Data below —
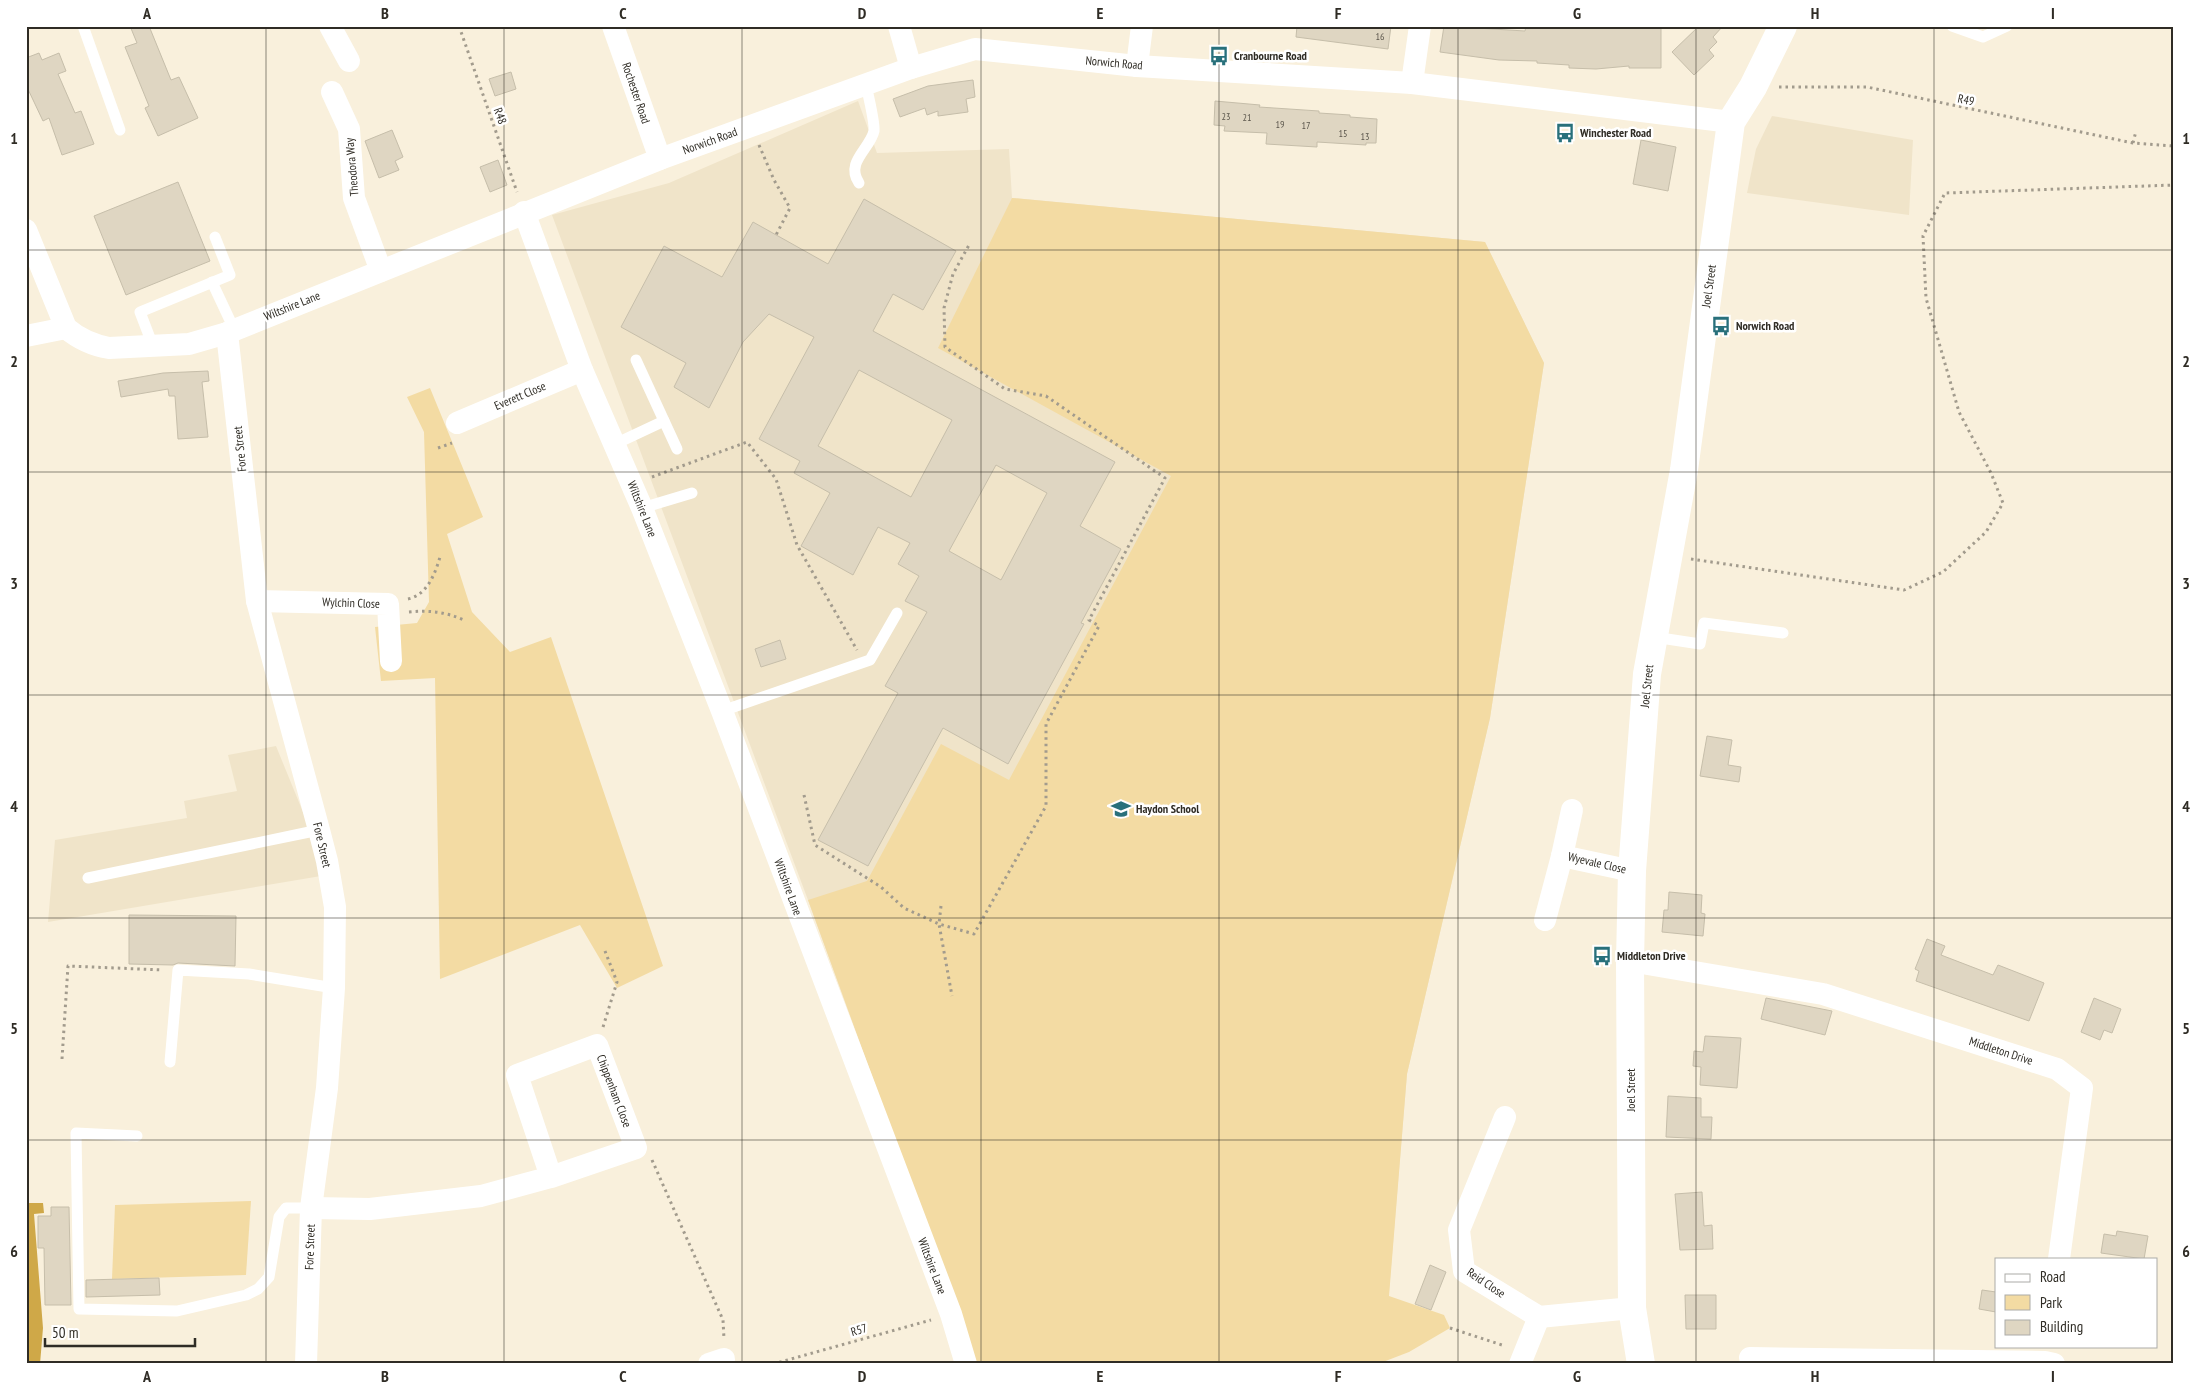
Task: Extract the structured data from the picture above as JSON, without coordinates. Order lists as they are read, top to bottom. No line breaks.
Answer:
{"streets":{"main road":["Joel Street"],"street":["Norwich Road","Rochester Road","Theodora Way","Wiltshire Lane","Everett Close","Fore Street","Wylchin Close","Wyevale Close","Middleton Drive","Chippenham Close","Reid Close"],"path":["R49","R48","R57"]},"crossings":[["Norwich Road","Rochester Road"],["Norwich Road","R48"],["Norwich Road","Joel Street"],["Norwich Road","Wiltshire Lane"],["R49","Joel Street"],["R48","Wiltshire Lane"],["Theodora Way","Wiltshire Lane"],["Joel Street","Wyevale Close"],["Joel Street","Middleton Drive"],["Wiltshire Lane","Everett Close"],["Wiltshire Lane","Fore Street"],["Wiltshire Lane","R57"],["Fore Street","Wylchin Close"]],"places":{"bus stop":["Cranbourne Road","Winchester Road","Norwich Road","Middleton Drive"],"school or university":["Haydon School"]},"house_numbers":["16","23","21","19","17","15","13"],"legend":["Road","Park","Building"],"scale_bar":"50 m","grid":{"columns":["A","B","C","D","E","F","G","H","I"],"rows":["1","2","3","4","5","6"]}}
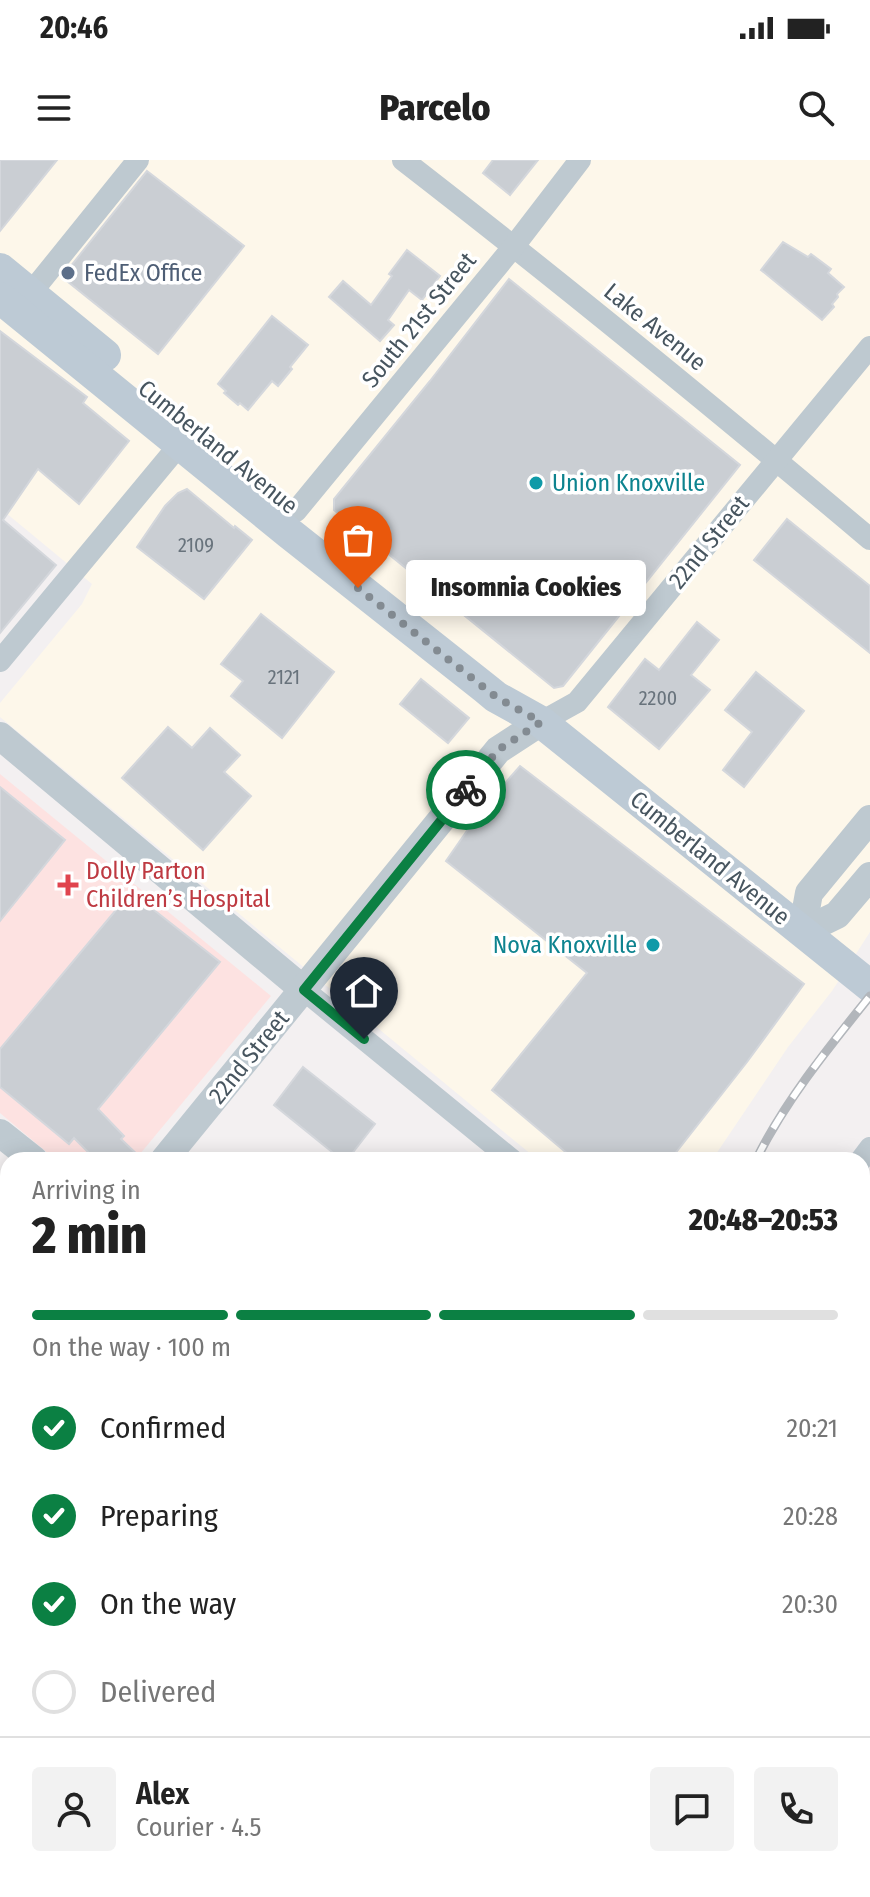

What you are asked to do —
Return the listing verbatim; pictures are not part of the copy.

Answer section —
Task: Extract the structured data from the picture above as JSON, without coordinates. Order lists as they are read, top to bottom. No line breaks.
Answer:
{"streets":{"main road":["Joel Street"],"street":["Norwich Road","Rochester Road","Theodora Way","Wiltshire Lane","Everett Close","Fore Street","Wylchin Close","Wyevale Close","Middleton Drive","Chippenham Close","Reid Close"],"path":["R49","R48","R57"]},"crossings":[["Norwich Road","Rochester Road"],["Norwich Road","R48"],["Norwich Road","Joel Street"],["Norwich Road","Wiltshire Lane"],["R49","Joel Street"],["R48","Wiltshire Lane"],["Theodora Way","Wiltshire Lane"],["Joel Street","Wyevale Close"],["Joel Street","Middleton Drive"],["Wiltshire Lane","Everett Close"],["Wiltshire Lane","Fore Street"],["Wiltshire Lane","R57"],["Fore Street","Wylchin Close"]],"places":{"bus stop":["Cranbourne Road","Winchester Road","Norwich Road","Middleton Drive"],"school or university":["Haydon School"]},"house_numbers":["16","23","21","19","17","15","13"],"legend":["Road","Park","Building"],"scale_bar":"50 m","grid":{"columns":["A","B","C","D","E","F","G","H","I"],"rows":["1","2","3","4","5","6"]}}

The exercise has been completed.